Description of the task →
Could you transcribe exactly the lines below, from the line with "Input: one rendered" through the line with "Read the picture and", and nothing else, leaving out the pictures?

(Collected data)

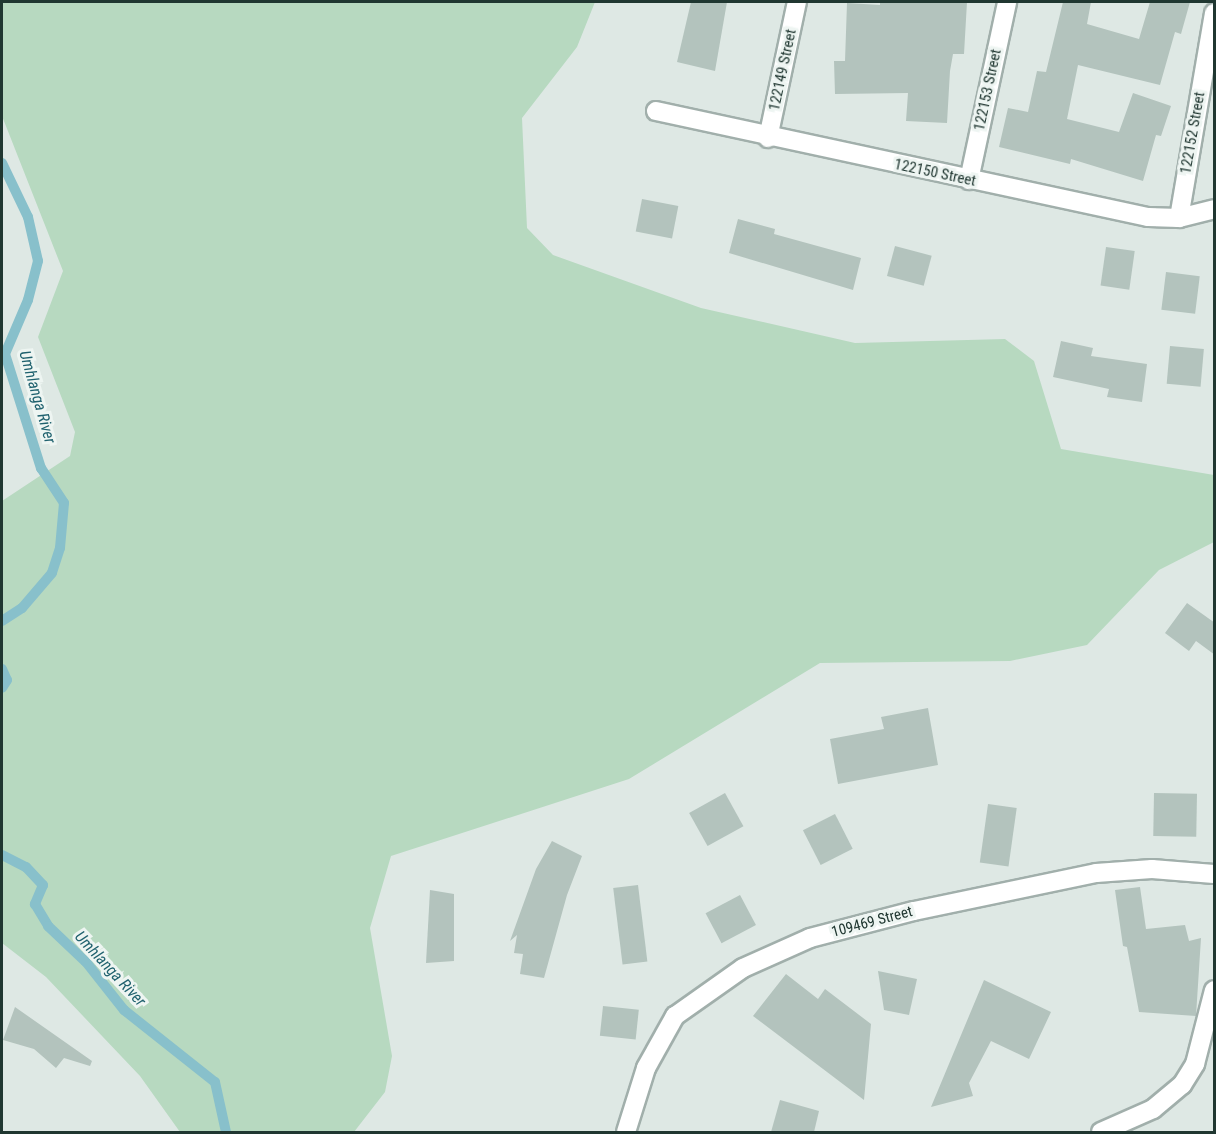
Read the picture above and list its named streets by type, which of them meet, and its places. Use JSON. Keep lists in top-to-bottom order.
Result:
{
  "streets": {
    "street": [
      "122149 Street",
      "122153 Street",
      "122152 Street",
      "122150 Street",
      "109469 Street"
    ]
  },
  "crossings": [
    ["122149 Street", "122150 Street"],
    ["122153 Street", "122150 Street"],
    ["122152 Street", "122150 Street"]
  ],
  "water": ["Umhlanga River"]
}
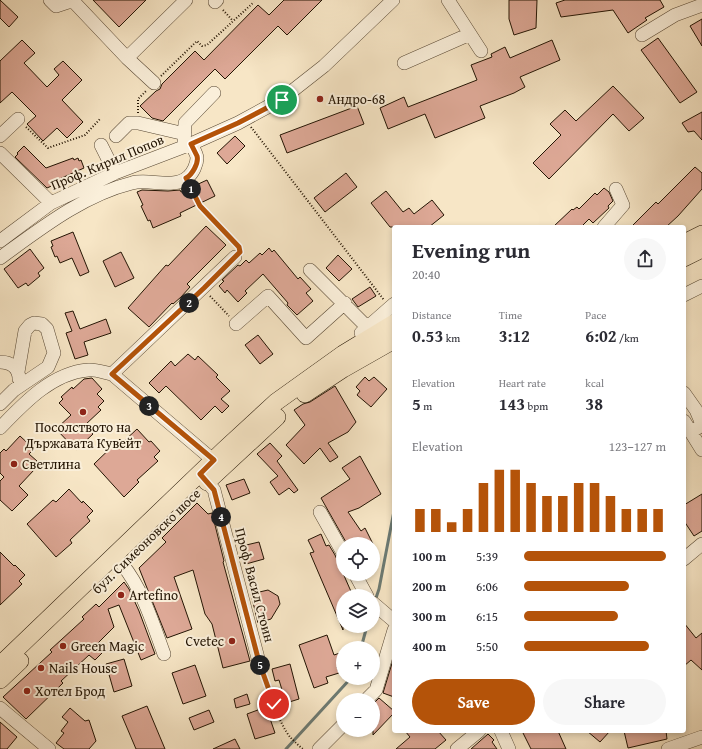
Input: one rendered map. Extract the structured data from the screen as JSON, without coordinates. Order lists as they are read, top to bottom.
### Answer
{
  "streets": {
    "main road": ["бул. Симеоновско шосе"],
    "street": ["Проф. Кирил Попов", "Проф. Васил Стоин"]
  },
  "crossings": [
    ["бул. Симеоновско шосе", "Проф. Васил Стоин"]
  ],
  "places": [
    "Андро-68",
    "Посолството на Държавата Кувейт",
    "Светлина",
    "Artefino",
    "Cvetec",
    "Green Magic",
    "Nails House",
    "Хотел Брод"
  ],
  "page": {
    "pins": [
      "1",
      "2",
      "3",
      "4",
      "5"
    ],
    "heading": ["Evening run", "20:40"],
    "stats": [
      ["Distance", "0.53 km"],
      ["Time", "3:12"],
      ["Pace", "6:02 /km"],
      ["Elevation", "5 m"],
      ["Heart rate", "143 bpm"],
      ["kcal", "38"]
    ],
    "chart": ["Elevation", "123–127 m"],
    "map_buttons": ["+", "−"],
    "list": [
      {
        "name": "100 m",
        "note": "5:39"
      },
      {
        "name": "200 m",
        "note": "6:06"
      },
      {
        "name": "300 m",
        "note": "6:15"
      },
      {
        "name": "400 m",
        "note": "5:50"
      }
    ],
    "buttons": ["Save", "Share"]
  }
}
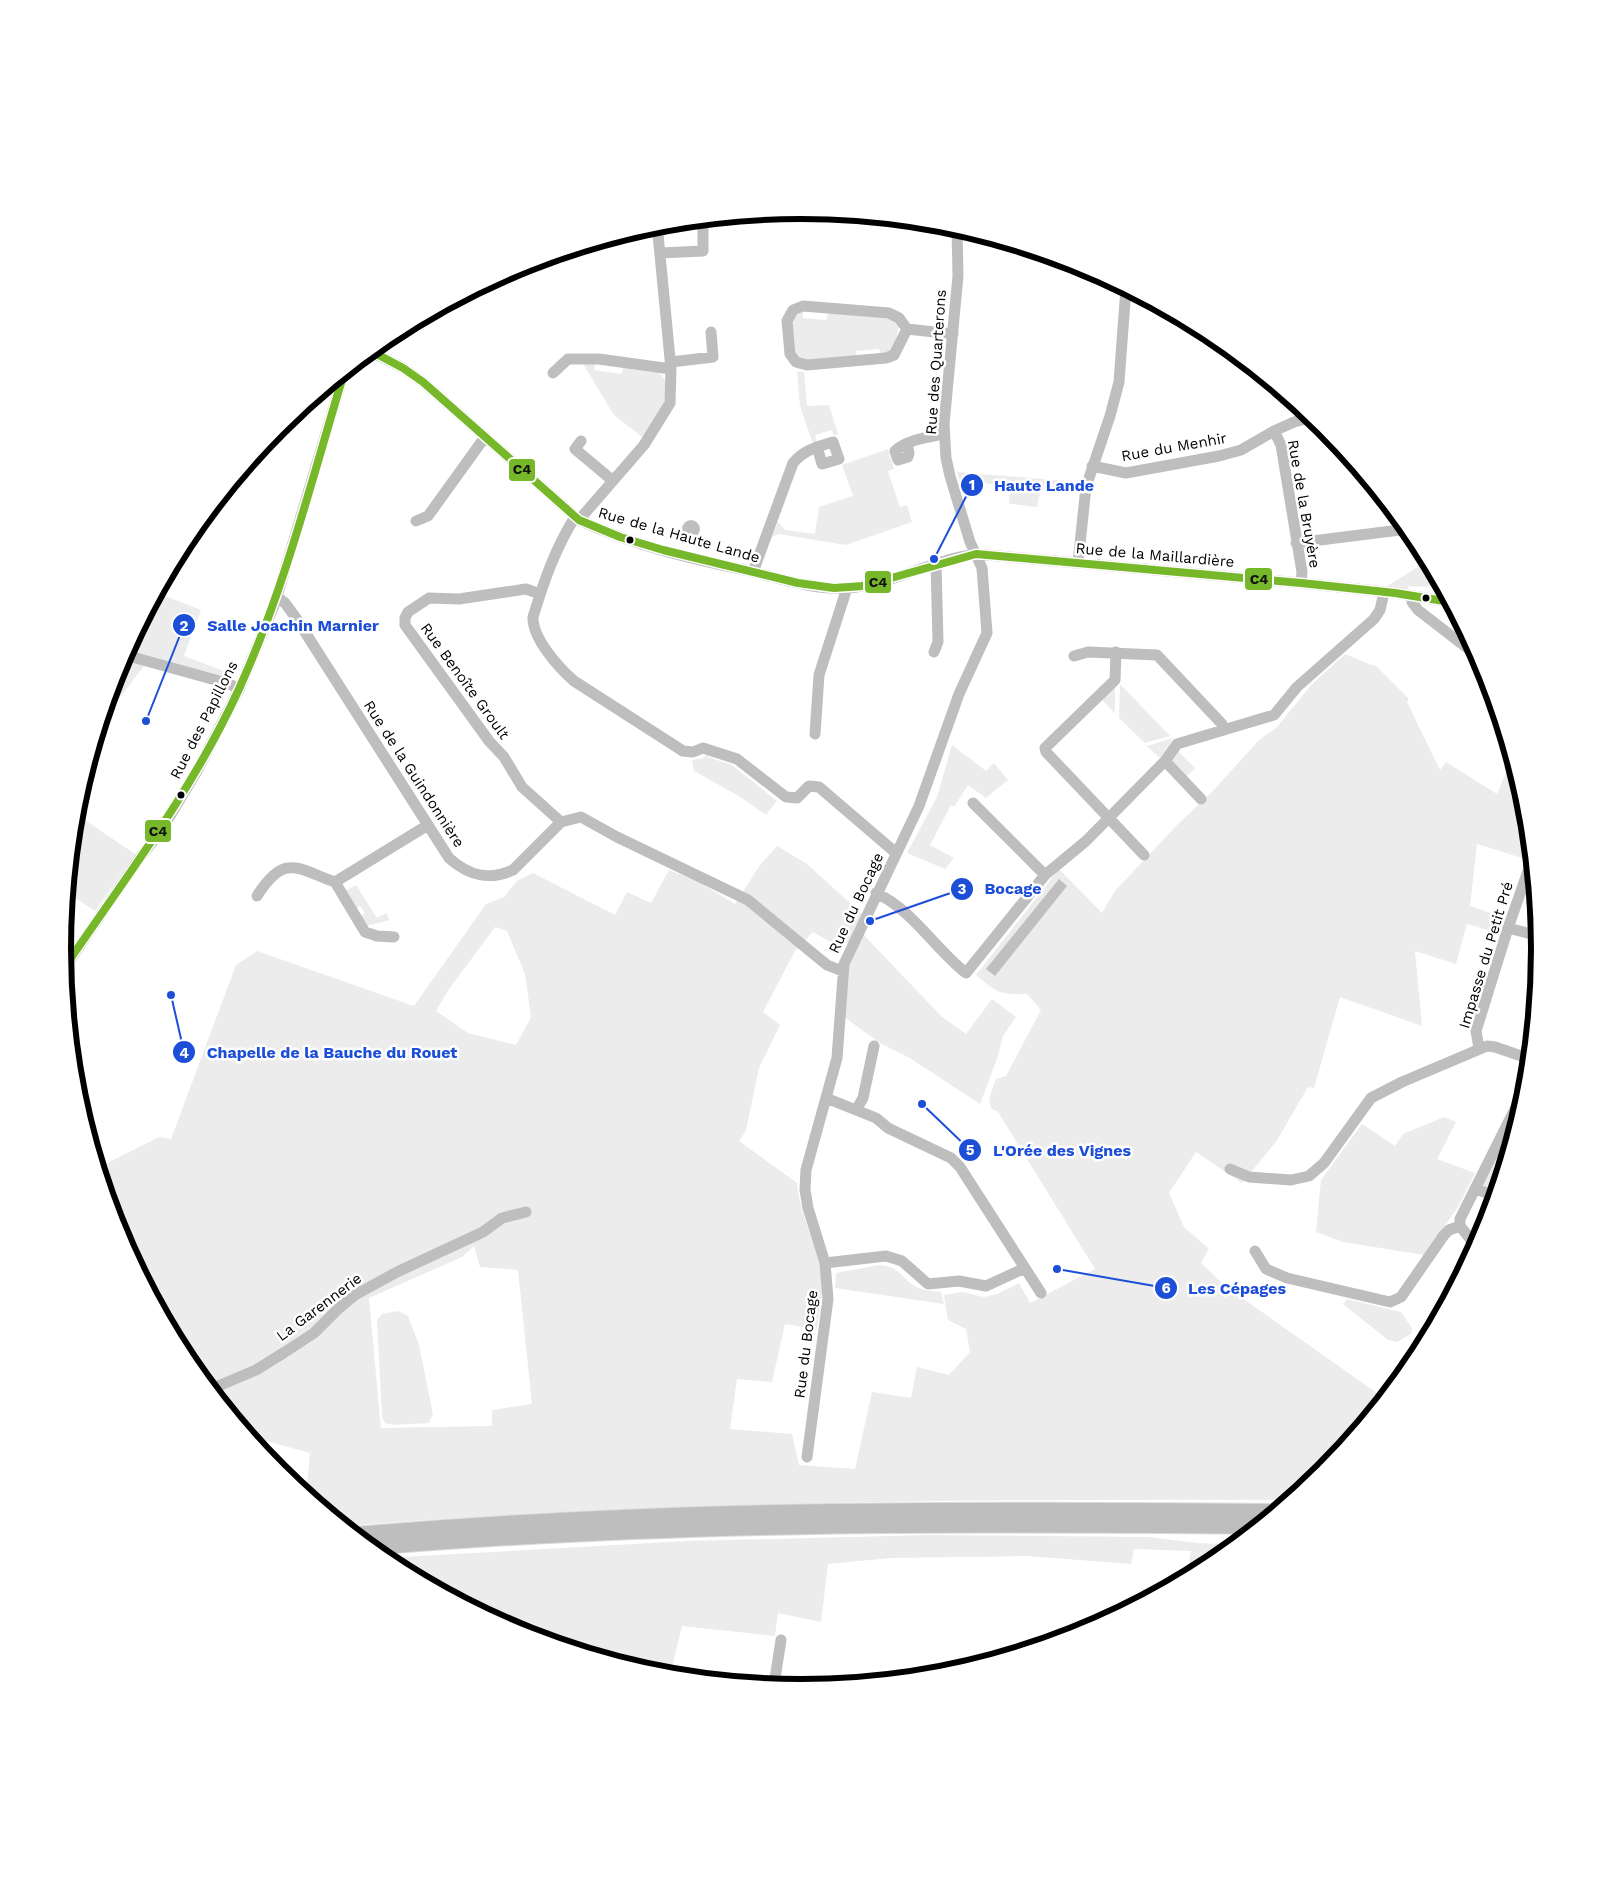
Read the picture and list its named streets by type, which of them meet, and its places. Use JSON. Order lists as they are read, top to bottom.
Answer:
{
  "streets": {
    "street": [
      "Rue des Quarterons",
      "Rue du Menhir",
      "Rue de la Bruyère",
      "Rue de la Haute Lande",
      "Rue de la Maillardière",
      "Rue Benoîte Groult",
      "Rue des Papillons",
      "Rue de la Guindonnière",
      "Rue du Bocage",
      "Impasse du Petit Pré",
      "La Garennerie"
    ]
  },
  "crossings": [
    ["Rue des Quarterons", "Rue de la Haute Lande"],
    ["Rue des Quarterons", "Rue de la Maillardière"],
    ["Rue des Quarterons", "Rue du Bocage"],
    ["Rue du Menhir", "Rue de la Bruyère"],
    ["Rue de la Bruyère", "Rue de la Maillardière"],
    ["Rue de la Haute Lande", "Rue de la Maillardière"],
    ["Rue de la Haute Lande", "Rue du Bocage"],
    ["Rue de la Maillardière", "Rue du Bocage"],
    ["Rue Benoîte Groult", "Rue de la Guindonnière"],
    ["Rue des Papillons", "Rue de la Guindonnière"]
  ],
  "places": [
    "Haute Lande",
    "Salle Joachin Marnier",
    "Bocage",
    "Chapelle de la Bauche du Rouet",
    "L'Orée des Vignes",
    "Les Cépages"
  ],
  "lines": ["transit line C4"]
}
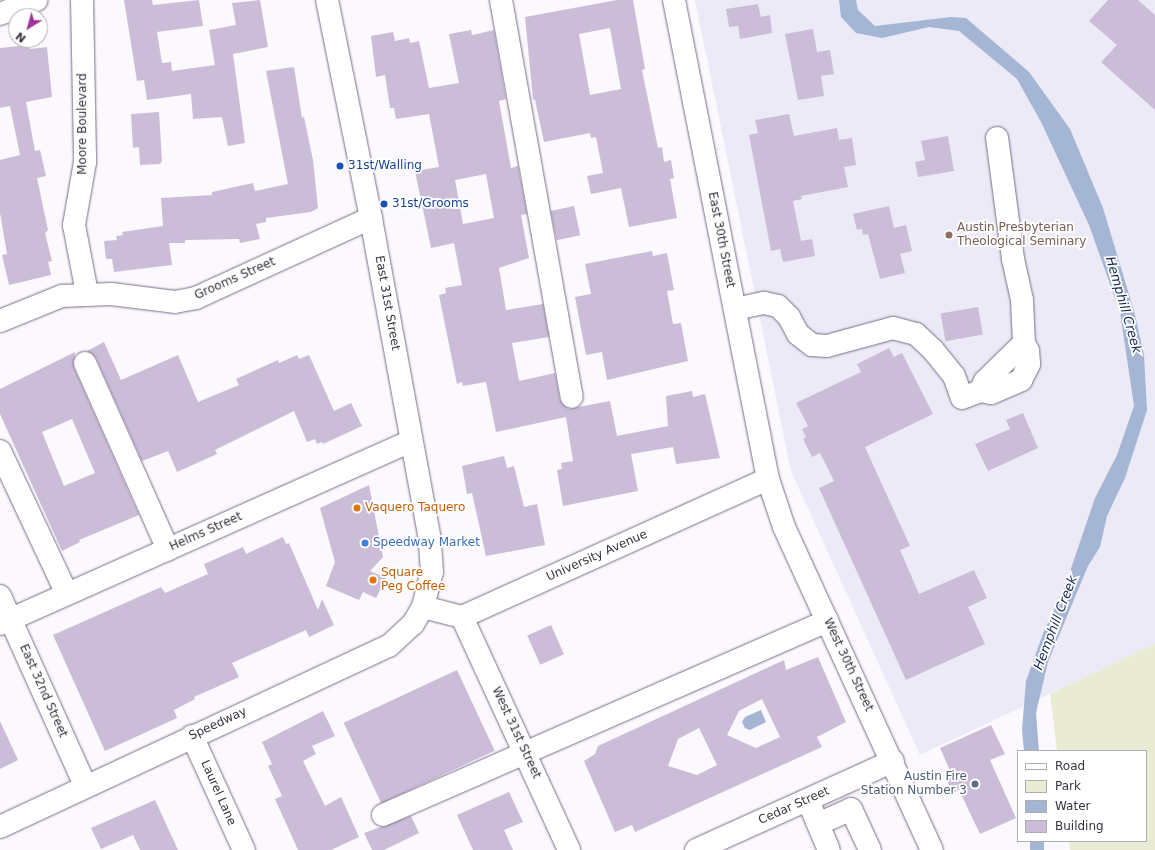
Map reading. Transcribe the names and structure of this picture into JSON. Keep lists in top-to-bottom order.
{
  "streets": {
    "street": [
      "Moore Boulevard",
      "East 30th Street",
      "Grooms Street",
      "East 31st Street",
      "Helms Street",
      "University Avenue",
      "West 30th Street",
      "East 32nd Street",
      "Speedway",
      "West 31st Street",
      "Laurel Lane",
      "Cedar Street"
    ]
  },
  "crossings": [
    ["Moore Boulevard", "Grooms Street"],
    ["East 30th Street", "University Avenue"],
    ["East 30th Street", "West 30th Street"],
    ["Grooms Street", "East 31st Street"],
    ["East 31st Street", "Helms Street"],
    ["East 31st Street", "Speedway"],
    ["Helms Street", "East 32nd Street"],
    ["University Avenue", "West 30th Street"],
    ["University Avenue", "West 31st Street"],
    ["West 30th Street", "Cedar Street"],
    ["East 32nd Street", "Speedway"],
    ["Speedway", "Laurel Lane"]
  ],
  "water": ["Hemphill Creek"],
  "places": [
    "31st/Walling",
    "31st/Grooms",
    "Austin Presbyterian Theological Seminary",
    "Vaquero Taquero",
    "Speedway Market",
    "Square Peg Coffee",
    "Austin Fire Station Number 3"
  ],
  "legend": [
    "Road",
    "Park",
    "Water",
    "Building"
  ],
  "north": "bottom left"
}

Expected answer →
Input: one rendered map. Extract the structured data from the screen as JSON, without coordinates. Order lists as they are read, top to bottom.
### Answer
{
  "streets": {
    "main road": ["бул. Симеоновско шосе"],
    "street": ["Проф. Кирил Попов", "Проф. Васил Стоин"]
  },
  "crossings": [
    ["бул. Симеоновско шосе", "Проф. Васил Стоин"]
  ],
  "places": [
    "Андро-68",
    "Посолството на Държавата Кувейт",
    "Светлина",
    "Artefino",
    "Cvetec",
    "Green Magic",
    "Nails House",
    "Хотел Брод"
  ],
  "page": {
    "pins": [
      "1",
      "2",
      "3",
      "4",
      "5"
    ],
    "heading": ["Evening run", "20:40"],
    "stats": [
      ["Distance", "0.53 km"],
      ["Time", "3:12"],
      ["Pace", "6:02 /km"],
      ["Elevation", "5 m"],
      ["Heart rate", "143 bpm"],
      ["kcal", "38"]
    ],
    "chart": ["Elevation", "123–127 m"],
    "map_buttons": ["+", "−"],
    "list": [
      {
        "name": "100 m",
        "note": "5:39"
      },
      {
        "name": "200 m",
        "note": "6:06"
      },
      {
        "name": "300 m",
        "note": "6:15"
      },
      {
        "name": "400 m",
        "note": "5:50"
      }
    ],
    "buttons": ["Save", "Share"]
  }
}
Read the picture and list its named streets by type, which of them meet, and its places. Use JSON. Order lists as they are read, top to bottom.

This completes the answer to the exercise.